It’s well known that Jacobs has had a lot on his plate lately. What with his rumoured negotiations with the house of Christian Dior and all. Maybe that explains the simpler than usual approach to his spring collection, which featured preppy sportswear classics in navy and Kelly green with lots of neon mixed in. It was all kind of club kid leaves the raves to go to college. The brights were the stars of the show. It wasn’t his most earth-shatteringly creative collection for his secondary line, but will probably be a retail hit nonetheless (who doesn’t want a piece of Marc).
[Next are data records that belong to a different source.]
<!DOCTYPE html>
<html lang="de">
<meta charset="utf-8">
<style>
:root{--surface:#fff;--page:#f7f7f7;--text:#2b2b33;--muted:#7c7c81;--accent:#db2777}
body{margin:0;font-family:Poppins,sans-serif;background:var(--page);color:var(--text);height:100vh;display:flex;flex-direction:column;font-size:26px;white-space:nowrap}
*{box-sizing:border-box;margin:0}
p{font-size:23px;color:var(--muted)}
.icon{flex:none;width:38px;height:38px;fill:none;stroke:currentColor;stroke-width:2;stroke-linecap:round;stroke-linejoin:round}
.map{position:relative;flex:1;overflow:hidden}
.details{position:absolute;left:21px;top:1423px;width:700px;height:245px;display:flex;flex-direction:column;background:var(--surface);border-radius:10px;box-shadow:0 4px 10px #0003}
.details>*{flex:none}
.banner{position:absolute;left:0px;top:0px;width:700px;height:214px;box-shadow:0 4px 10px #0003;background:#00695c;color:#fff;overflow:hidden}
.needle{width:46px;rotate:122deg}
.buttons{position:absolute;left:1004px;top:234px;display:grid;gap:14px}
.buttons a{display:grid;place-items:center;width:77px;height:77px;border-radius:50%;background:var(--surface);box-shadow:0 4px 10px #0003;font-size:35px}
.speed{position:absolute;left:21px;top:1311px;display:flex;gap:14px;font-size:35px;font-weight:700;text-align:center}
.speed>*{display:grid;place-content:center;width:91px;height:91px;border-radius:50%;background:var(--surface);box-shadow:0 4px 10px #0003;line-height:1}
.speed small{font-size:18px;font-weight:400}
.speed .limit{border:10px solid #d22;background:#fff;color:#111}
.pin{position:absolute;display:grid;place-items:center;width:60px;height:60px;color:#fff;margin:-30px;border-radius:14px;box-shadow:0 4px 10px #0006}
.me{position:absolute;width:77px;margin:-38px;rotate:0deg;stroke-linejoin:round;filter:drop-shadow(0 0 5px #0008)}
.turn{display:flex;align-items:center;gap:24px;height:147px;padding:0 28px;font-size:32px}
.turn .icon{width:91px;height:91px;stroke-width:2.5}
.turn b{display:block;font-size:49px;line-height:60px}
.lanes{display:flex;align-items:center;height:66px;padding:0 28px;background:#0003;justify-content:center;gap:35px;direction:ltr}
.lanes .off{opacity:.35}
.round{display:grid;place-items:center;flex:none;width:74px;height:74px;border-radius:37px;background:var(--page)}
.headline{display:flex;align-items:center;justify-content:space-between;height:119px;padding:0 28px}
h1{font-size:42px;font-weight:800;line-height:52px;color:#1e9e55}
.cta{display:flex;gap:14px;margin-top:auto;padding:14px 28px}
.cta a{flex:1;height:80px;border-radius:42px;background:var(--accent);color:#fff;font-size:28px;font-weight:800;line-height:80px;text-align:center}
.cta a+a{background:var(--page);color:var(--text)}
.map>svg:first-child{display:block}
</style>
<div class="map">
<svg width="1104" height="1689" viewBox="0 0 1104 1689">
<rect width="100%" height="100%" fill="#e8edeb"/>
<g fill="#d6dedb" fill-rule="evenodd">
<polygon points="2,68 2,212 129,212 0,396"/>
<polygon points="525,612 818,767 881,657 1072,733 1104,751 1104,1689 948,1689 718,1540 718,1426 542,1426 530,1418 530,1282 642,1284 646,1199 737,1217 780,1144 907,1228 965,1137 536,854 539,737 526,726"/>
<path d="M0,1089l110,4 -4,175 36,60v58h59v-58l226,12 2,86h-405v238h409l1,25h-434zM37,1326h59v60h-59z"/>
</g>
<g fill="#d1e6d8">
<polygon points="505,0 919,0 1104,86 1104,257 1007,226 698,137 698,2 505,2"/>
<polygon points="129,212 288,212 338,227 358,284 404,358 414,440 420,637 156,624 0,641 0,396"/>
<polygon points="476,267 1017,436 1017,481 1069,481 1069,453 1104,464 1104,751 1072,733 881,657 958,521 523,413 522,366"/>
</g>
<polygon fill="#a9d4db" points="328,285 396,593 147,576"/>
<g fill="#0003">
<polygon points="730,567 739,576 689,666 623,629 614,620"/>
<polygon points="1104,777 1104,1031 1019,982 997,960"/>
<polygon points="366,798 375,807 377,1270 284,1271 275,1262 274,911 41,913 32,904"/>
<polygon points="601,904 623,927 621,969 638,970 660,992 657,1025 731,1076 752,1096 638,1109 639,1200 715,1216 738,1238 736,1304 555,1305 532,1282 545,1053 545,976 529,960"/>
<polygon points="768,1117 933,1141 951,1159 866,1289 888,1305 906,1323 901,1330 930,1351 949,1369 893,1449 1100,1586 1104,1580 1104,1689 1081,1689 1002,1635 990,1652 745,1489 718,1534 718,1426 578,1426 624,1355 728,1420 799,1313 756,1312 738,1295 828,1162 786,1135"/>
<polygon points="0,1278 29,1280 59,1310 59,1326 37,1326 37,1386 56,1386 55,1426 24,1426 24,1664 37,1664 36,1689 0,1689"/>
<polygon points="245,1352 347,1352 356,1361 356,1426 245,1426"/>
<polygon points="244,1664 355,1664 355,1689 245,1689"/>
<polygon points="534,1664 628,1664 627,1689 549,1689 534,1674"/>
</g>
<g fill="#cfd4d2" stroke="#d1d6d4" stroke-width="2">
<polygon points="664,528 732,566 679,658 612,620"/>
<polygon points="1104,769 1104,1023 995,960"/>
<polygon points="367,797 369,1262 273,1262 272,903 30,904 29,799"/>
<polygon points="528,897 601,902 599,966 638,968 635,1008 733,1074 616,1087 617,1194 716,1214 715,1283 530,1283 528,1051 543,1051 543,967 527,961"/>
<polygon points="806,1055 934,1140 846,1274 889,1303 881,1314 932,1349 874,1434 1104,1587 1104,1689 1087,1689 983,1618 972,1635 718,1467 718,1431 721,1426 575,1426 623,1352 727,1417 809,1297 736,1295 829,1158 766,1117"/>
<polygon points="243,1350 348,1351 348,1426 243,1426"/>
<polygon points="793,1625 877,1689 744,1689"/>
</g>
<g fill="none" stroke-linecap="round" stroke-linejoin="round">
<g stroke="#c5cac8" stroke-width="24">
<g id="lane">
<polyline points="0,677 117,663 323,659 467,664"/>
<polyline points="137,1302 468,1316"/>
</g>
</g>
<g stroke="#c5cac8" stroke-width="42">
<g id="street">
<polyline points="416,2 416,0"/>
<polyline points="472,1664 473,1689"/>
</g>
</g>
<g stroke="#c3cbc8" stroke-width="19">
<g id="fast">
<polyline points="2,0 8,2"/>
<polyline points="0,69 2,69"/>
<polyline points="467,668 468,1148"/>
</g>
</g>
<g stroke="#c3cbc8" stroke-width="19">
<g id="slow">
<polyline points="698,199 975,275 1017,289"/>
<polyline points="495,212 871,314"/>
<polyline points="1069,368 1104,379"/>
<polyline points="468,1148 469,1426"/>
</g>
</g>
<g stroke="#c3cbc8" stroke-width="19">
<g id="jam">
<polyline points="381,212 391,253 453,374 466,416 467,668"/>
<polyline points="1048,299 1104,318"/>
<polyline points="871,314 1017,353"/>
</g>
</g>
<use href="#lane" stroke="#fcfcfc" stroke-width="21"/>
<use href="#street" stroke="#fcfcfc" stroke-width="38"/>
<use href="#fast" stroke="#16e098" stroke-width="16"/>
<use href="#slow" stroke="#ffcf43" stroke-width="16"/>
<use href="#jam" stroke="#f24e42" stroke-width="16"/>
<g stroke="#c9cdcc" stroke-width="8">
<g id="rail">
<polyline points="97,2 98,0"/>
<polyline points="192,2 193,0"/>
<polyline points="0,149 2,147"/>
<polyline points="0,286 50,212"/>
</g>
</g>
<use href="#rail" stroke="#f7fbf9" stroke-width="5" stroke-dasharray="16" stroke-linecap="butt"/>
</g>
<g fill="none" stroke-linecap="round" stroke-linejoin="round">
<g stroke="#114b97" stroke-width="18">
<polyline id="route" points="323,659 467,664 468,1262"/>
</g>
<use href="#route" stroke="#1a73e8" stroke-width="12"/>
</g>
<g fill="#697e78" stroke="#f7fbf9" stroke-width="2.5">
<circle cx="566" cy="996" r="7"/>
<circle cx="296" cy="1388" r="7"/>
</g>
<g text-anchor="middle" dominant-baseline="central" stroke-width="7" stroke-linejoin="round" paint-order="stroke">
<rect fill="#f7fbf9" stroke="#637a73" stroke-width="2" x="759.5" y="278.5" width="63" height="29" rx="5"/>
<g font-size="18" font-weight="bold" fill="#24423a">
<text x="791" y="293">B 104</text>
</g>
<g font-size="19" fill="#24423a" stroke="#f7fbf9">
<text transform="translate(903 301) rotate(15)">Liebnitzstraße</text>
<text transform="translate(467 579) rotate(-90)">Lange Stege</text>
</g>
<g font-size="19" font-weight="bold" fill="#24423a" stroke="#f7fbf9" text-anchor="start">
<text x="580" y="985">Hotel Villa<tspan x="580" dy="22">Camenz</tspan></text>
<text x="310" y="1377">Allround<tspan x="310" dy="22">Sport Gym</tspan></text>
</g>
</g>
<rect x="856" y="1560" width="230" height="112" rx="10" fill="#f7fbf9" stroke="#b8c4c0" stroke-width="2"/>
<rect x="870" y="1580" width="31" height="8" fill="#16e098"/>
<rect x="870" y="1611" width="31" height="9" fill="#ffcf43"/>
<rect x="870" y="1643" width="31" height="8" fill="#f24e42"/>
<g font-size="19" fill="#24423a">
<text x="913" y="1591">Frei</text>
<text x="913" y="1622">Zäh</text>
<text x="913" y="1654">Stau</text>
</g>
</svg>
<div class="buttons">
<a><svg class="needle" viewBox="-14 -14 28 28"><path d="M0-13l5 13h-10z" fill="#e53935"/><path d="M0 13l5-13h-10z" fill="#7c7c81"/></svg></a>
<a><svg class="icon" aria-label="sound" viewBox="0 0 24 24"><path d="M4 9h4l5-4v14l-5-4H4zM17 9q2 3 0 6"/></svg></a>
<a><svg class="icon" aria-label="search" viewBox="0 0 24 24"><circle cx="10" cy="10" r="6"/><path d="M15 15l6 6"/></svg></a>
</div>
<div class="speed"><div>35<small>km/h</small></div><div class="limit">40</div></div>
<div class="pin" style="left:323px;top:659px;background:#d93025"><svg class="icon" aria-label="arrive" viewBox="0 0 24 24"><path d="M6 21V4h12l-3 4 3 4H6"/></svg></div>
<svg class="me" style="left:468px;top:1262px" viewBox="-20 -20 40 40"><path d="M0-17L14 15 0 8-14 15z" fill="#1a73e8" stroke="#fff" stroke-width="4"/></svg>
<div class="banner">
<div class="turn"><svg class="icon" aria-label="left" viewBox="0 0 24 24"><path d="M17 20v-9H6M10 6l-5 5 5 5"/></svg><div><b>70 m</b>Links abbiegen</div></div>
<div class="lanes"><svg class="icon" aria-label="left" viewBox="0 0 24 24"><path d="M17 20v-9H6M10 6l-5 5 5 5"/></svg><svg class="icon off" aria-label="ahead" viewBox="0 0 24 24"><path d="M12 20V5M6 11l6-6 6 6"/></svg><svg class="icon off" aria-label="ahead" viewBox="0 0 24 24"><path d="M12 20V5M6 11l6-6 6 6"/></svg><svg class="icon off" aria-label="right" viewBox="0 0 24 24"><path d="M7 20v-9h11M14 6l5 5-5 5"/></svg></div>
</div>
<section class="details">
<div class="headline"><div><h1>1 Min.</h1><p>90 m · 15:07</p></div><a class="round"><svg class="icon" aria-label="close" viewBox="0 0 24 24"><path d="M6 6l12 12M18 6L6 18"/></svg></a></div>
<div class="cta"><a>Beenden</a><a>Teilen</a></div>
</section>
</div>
Betsey Johnson took her finale bow to Three Six Mafia’s Azz and Tittiez complete with flashing boobs and bottoms on the runway backdrop. How badass is that? The only problem is, she seemed to take those lyrics too literally with the clothes, which were a little bit Malibu Barbie, a little bit Nicki Minaj and a little bit Kinky Boots. It was campy and fun and we all love her for that. But the clothes, such as a corseted, mini dress with a tiny teacup skirt and even tinier bra top, started to veer into costume territory. It’s hard to see them making sense off the MTV Video Music Awards red carpet.
Diane von Furstenberg
In the sea of prints that New York Fashion Week has become, Diane von Furstenberg’s unsurprisingly stood out. They came in soft pastels with pops of yellow and orange (another recurring theme this week) and sometimes layered in a single look. The best moments were the unexpected, tomboyish ones such as a pair of checked shorts in lime and maroon paired with a neon green button down shirt, maroon blazer and graphic loafers or a slouchy purple, printed long-sleeve jumpsuits with two-tone, slip-on flats. It made a refreshing contrast to her trademark feminine dresses.
Sporty and street are not exactly words that come to mind when you think of Michelle Obama’s go-to designer and yet he was able to own both ideas by interpreting them in his own polished Wu-ian way. The beauty is that he experimented with the sporty trend, which we’re seeing just about everywhere this week, in a way that didn’t read too literal (because not everyone wants to look like she just walked out of the gym). For instance, his lightweight, practically transparent parkas gave his bejeweled collared shirts and short-short pairings a subtle urban edge.
Bold, saturated brights emerged as an early trend for spring 2012 and Max and Lubov Azria’s collection was full of them in the form of sporty, colour-blocked dresses. Each one was long (below the knee to ankle length), easy to wear and fluid — all the better to graze the body in that trademark Azria way when the wind blows. Later in the show, the colour blocking gave way to bright ethnic prints and crafty knits. It all made for a much more urban looking collection than we’re used to seeing from the brand, which often brings to mind young Hollywood celebrity types.